Gen Z’s relationship with AI is entering a second phase: usage remains high, but enthusiasm is lowering, scepticism is increasing, and adoption is plateauing rather than exploding. This is not a simple “Gen Z loves AI” or “Gen Z rejects AI” story, but a much more complex reality that leaders need to understand if they want AI to work in their organisation.
From AI “wow” to AI “whatever”
Recent surveys describe a different picture: Gen Z AI use is steady, but the emotional climate around it has turned more negative in the last year.
Gallup, in partnership with the Walton Family Foundation and GSV Ventures, finds that around half of Gen Z (51%) now use AI at weekly, but that growth has slowed to only 4% points year over year. Gallup’s findings are particularly useful for leaders: the relationship is stabilizing but not deepening, because adoption stay at the same level while enthusiasm declines and scepticism rise. In the same research, AI excitement fell by 14% points in one year to 22%, and hopefulness dropped by 9 points to 18%.
The emotional change
The biggest change is emotional, not technical. According to Gallup, 31% of Gen Z now say AI makes them feel angry, up from 22% a year earlier. Anxiety remains high, with about 4 in 10 young people reporting concern about AI’s trajectory. Excitement and hopefulness are now some of the weakest emotions in Gen Z’s response to AI.

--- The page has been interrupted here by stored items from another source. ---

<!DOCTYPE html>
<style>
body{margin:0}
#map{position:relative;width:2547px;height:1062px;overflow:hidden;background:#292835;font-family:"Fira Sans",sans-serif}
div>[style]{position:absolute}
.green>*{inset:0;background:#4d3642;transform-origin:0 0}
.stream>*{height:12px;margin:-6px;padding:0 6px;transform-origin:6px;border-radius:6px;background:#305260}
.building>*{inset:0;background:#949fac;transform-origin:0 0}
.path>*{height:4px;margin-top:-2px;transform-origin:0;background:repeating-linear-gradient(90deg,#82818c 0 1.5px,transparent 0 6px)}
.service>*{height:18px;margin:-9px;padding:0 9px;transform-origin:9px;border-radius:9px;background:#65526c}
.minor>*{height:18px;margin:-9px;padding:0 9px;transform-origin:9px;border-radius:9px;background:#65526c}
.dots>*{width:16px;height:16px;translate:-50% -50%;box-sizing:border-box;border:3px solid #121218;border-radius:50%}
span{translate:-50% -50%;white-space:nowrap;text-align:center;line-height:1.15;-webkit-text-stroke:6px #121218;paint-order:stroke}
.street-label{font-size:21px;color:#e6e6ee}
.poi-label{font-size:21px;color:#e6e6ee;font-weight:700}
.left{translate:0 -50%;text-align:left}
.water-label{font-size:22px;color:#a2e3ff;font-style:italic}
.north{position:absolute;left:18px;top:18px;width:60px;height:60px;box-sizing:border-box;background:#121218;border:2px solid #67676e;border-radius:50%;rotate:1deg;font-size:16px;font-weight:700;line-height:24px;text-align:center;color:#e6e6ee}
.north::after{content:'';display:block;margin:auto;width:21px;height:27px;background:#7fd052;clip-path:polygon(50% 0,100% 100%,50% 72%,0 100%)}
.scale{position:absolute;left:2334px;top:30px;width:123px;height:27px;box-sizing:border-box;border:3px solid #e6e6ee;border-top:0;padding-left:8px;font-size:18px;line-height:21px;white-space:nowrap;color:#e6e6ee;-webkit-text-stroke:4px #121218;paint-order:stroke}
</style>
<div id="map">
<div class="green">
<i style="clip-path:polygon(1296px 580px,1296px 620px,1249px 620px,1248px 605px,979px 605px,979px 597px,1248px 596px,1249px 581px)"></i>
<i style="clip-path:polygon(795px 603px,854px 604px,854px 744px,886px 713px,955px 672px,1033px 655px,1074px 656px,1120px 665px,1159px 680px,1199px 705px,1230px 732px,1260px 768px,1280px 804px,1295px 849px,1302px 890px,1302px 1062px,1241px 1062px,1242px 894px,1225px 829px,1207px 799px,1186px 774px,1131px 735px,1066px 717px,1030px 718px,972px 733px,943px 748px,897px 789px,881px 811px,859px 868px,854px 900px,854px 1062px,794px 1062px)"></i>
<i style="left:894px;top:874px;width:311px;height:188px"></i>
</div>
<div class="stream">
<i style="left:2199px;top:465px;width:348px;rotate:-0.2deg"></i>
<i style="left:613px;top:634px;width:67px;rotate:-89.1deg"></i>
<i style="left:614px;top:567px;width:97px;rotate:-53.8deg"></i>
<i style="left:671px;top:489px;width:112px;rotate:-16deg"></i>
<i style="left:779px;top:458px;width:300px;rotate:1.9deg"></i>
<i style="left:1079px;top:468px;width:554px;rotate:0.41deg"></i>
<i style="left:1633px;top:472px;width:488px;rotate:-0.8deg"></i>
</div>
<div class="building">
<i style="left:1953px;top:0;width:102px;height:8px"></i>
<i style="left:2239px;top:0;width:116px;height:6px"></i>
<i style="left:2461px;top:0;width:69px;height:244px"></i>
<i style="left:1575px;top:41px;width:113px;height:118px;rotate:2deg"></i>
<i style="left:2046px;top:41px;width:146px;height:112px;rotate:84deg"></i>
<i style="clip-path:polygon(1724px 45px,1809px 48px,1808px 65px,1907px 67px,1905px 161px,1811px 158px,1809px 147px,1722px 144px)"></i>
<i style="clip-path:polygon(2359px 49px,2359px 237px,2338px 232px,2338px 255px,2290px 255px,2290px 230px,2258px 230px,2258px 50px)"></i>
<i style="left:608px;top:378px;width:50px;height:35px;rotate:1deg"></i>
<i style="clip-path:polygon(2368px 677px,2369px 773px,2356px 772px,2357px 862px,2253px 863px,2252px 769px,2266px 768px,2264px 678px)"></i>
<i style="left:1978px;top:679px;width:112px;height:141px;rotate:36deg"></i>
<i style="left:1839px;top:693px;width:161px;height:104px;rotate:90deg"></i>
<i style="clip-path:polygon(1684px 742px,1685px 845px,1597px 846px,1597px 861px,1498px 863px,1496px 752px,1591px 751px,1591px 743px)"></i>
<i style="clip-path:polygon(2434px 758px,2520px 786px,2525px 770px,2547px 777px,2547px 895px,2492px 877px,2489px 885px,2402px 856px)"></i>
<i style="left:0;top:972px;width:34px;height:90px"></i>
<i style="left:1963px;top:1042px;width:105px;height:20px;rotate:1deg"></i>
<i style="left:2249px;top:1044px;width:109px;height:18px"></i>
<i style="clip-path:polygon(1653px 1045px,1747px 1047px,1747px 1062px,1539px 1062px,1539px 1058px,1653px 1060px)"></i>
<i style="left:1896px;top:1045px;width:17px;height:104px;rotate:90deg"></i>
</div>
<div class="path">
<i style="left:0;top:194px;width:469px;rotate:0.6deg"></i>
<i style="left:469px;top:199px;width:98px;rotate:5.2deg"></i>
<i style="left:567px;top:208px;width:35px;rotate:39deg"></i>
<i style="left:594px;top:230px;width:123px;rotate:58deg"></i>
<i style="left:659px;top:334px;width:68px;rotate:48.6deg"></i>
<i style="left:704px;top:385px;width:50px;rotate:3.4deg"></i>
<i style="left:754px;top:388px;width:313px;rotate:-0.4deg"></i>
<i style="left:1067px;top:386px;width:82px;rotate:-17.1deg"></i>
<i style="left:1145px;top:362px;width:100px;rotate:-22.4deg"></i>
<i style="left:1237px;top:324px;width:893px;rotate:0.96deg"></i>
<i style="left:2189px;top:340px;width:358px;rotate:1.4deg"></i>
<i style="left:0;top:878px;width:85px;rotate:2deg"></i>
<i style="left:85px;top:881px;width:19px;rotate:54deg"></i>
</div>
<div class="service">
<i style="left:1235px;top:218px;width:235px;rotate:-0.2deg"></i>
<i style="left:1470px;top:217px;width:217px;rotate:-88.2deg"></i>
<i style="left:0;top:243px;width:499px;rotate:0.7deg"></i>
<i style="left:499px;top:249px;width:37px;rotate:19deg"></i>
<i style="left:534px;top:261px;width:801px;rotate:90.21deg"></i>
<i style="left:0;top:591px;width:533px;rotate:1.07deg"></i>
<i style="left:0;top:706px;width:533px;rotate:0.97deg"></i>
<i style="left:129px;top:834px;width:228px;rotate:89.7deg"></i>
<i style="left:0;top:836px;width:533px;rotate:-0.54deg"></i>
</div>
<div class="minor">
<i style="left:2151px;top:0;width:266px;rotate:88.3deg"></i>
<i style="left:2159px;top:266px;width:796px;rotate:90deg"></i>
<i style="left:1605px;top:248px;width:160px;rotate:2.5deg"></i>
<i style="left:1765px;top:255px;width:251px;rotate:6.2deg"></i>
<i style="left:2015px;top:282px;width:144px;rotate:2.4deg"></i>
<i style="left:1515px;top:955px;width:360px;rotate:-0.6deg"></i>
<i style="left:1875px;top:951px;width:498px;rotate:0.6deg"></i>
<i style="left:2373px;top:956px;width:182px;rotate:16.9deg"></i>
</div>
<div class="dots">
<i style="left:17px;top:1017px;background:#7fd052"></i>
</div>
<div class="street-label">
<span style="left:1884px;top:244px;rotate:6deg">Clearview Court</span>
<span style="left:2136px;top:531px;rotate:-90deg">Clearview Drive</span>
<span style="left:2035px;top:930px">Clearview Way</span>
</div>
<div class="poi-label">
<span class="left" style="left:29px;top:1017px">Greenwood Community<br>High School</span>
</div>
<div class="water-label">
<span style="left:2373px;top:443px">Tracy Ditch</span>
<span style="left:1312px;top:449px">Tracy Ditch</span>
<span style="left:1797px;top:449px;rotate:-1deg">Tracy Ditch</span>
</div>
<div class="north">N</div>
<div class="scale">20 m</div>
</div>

The New York Times summarized the mood well: young adults are using AI, but they do not feel great about it, with hopefulness among 14- to 29-year-olds falling from 27% to 18% in one year. Axios confirms Gen Z’s growing AI anger, using the same Gallup-backed data to show an important emotional deterioration even as use remains widespread.
Adoption is flattening
This trend should not be overstated. The evidence does not show a collapse in AI use among Gen Z; it shows a plateau. Gallup’s youth polling found no meaningful year-over-year increase in overall AI use among 14- to 29-year-olds, even if the availability of AI tools became more important in education and work. The majority of Gen Z still uses AI weekly, but the growth has flattened.
That distinction matters. A plateau in a moment of intense technological hype suggests that exposure alone is no longer enough to deepen engagement. Gen Z has not turned away from AI, but many have taken a psychological step back.
Sentiment is changing
Three structural tensions could help explain this change.
First, career risk and career necessity now coexist. Gallup’s Gen Z research hub reports that 48% of working Gen Z respondents believe the risks of AI in the workforce outweigh the benefits, up from 37% the year before. The same research shows that many younger people also believe AI skills will be necessary for future success in work and education.
Second, young people increasingly worry that AI may weaken learning rather than strengthen it. Coverage of the Gallup data on education highlights concern for new and existing users about academic integrity, overreliance, and the erosion of deep learning.
Third, the trust issue. The Verge’s analysis of the Gallup findings argues that Gen Z’s mixed feelings are tied to the technology itself but also about the institutions deploying it, including schools, employers, and tech companies. AI adoption is now as much about credibility, fairness, and transparency as it is about productivity.
Implications for businesses
The first implication is that companies should not interpret logins for buy-in. Weekly usage can remain stable while trust deteriorates underneath. If executives measure activity only, they may miss the adoption problem forming in sentiment and culture.
The second implication is that many younger employees may become reluctant users rather than enthusiastic advocacy. That mindset may satisfy a rollout analysis, but it is far from enough to unlock experimentation, creativity, or long-term transformation.
The third implication is, in the AI world, governance now matters as much as enablement. Younger generations want clarity on how AI affects evaluation, privacy, data use, and career progression. To earn trust, and not just usage, businesses will need to see AI as much more than just a new tool.
The realistic view
Saying Gen Z is either all-in on AI or turning against it would be too easy as this is not what data show. Gen Z continues to use AI at meaningful levels, but its emotional contract with AI is becoming weaker. Adoption is stable, not crashing but not increasing but resentment is growing.
For business leaders, the key question is no longer how to get younger generations to try AI, as they already have, but how to turn reluctant, sceptical users into confident, meaningful adopters. Clear communication, visible guardrails, and genuine involvement from younger employees in how AI workflows are designed and governed will be needed.